Public Schools. - The records of the county do not show when the first school districts were organized. At present there are 100 school districts, and 99 schoolhouses - two of brick, three log, four stone and ninety frame. The number of school children in the county, is - males, 3,151, females, 1,030.

State Senators from Linn County, with date of election: J. F. Broadhead, 1861; David P. Lowe, 1862; A. H. Smith, 1864; D. Underhill, 1866; J. F. Broadhead, 1868; James D. Snoddy, 1870; Andrew F. Ely, 1872; R. B. McMillan, 1874; George F. Hamlin, 1876; R. W. Blue, 1880.

Members of the Territorial House of Representatives from Linn County, with date of election. J. Davis and J. P. Fox, 1856; A. Danford and R. B. Mitchell, 1857, re-elected, 1858; J. H. Jones, 1859; John T. Snoddy, 1860.

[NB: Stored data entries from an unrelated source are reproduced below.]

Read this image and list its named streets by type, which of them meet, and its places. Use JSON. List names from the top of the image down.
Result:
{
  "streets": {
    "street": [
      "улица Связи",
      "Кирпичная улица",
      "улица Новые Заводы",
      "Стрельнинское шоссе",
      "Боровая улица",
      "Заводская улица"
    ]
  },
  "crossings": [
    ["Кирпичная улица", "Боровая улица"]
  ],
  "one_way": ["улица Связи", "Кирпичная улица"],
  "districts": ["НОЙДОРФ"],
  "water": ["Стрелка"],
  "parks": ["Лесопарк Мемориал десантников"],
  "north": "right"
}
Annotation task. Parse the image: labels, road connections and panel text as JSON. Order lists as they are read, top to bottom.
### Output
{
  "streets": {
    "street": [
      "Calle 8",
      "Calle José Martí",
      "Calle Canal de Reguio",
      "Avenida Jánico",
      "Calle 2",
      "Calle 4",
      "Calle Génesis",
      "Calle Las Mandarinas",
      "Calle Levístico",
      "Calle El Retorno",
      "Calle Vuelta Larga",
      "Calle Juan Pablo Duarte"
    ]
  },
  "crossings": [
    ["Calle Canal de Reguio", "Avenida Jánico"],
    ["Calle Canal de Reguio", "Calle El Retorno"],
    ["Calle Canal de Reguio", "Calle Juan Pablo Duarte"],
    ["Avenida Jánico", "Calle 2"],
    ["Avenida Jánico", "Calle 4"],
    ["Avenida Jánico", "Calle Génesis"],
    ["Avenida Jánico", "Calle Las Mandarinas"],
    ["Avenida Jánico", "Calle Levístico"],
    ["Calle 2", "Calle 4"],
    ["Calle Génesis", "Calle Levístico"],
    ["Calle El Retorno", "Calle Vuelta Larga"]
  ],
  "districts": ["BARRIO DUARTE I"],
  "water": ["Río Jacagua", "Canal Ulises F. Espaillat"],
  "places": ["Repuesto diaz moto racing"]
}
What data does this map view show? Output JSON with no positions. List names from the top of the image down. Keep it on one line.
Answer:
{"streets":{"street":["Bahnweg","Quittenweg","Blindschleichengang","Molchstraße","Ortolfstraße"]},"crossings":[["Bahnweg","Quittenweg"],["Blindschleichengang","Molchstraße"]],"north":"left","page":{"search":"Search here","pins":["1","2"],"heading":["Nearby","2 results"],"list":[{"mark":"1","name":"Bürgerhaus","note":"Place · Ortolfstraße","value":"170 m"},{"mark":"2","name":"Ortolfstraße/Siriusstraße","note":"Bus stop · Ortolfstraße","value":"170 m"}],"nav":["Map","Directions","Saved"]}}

Members of the State House of Representatives. - H. Jones and Andrew Stark, 1861; Josiah Lamb and James C. Marshall, 1861; J. F. Broadhead, George E. Dennison and D. Underhill, 1862; William Snooks, J. H. Belding, Samuel Ayers and J. Fleming, 1863; J. F. Broadhead, William Goss, J. Hodgson and A. J. Loomis, 1864; J. M. Arthur, S. M. Brice, O. D. Harmon and J. C. Quinn, 1865; Enoch Estep, O. D. Harmon, J. S. Lane and James P. Way, 1866; Henry Blackburn, J. W. Garrett, A. A. Smith and James D. Snoddy, 1867; S. R. Hungerford, J. H. Madden, A. G. Seaman and James D. Snoddy, 1868; J. W. Babb, John Dixon, W. B. Scott and J. D. Snoddy, 1869; A. Barber, S. M. Brice, D. A. Crocker and Scott Shattuck, 1870; A. W. Burton, J .M. Sayer and W. B. Scott, 1871; S. R. Hungerford, L. H. Lane and J. F. Ward, 1872; Charles Campbell, Herbert Robinson and J. R. Van Zandt, 1873;A. C. Doud, O. E. Morse and H. Robinson, 1874; W. R. Biddle, W. P. Barnes and O. E. Morse, 1875; W. R. Biddle, B. Campbell and A. F. Ely, 1876; W. R. Biddle, W. B. Scott and J. D. Walt, 1878; Henry Carpenter, Joel Moody and James D. Snoddy, 1880.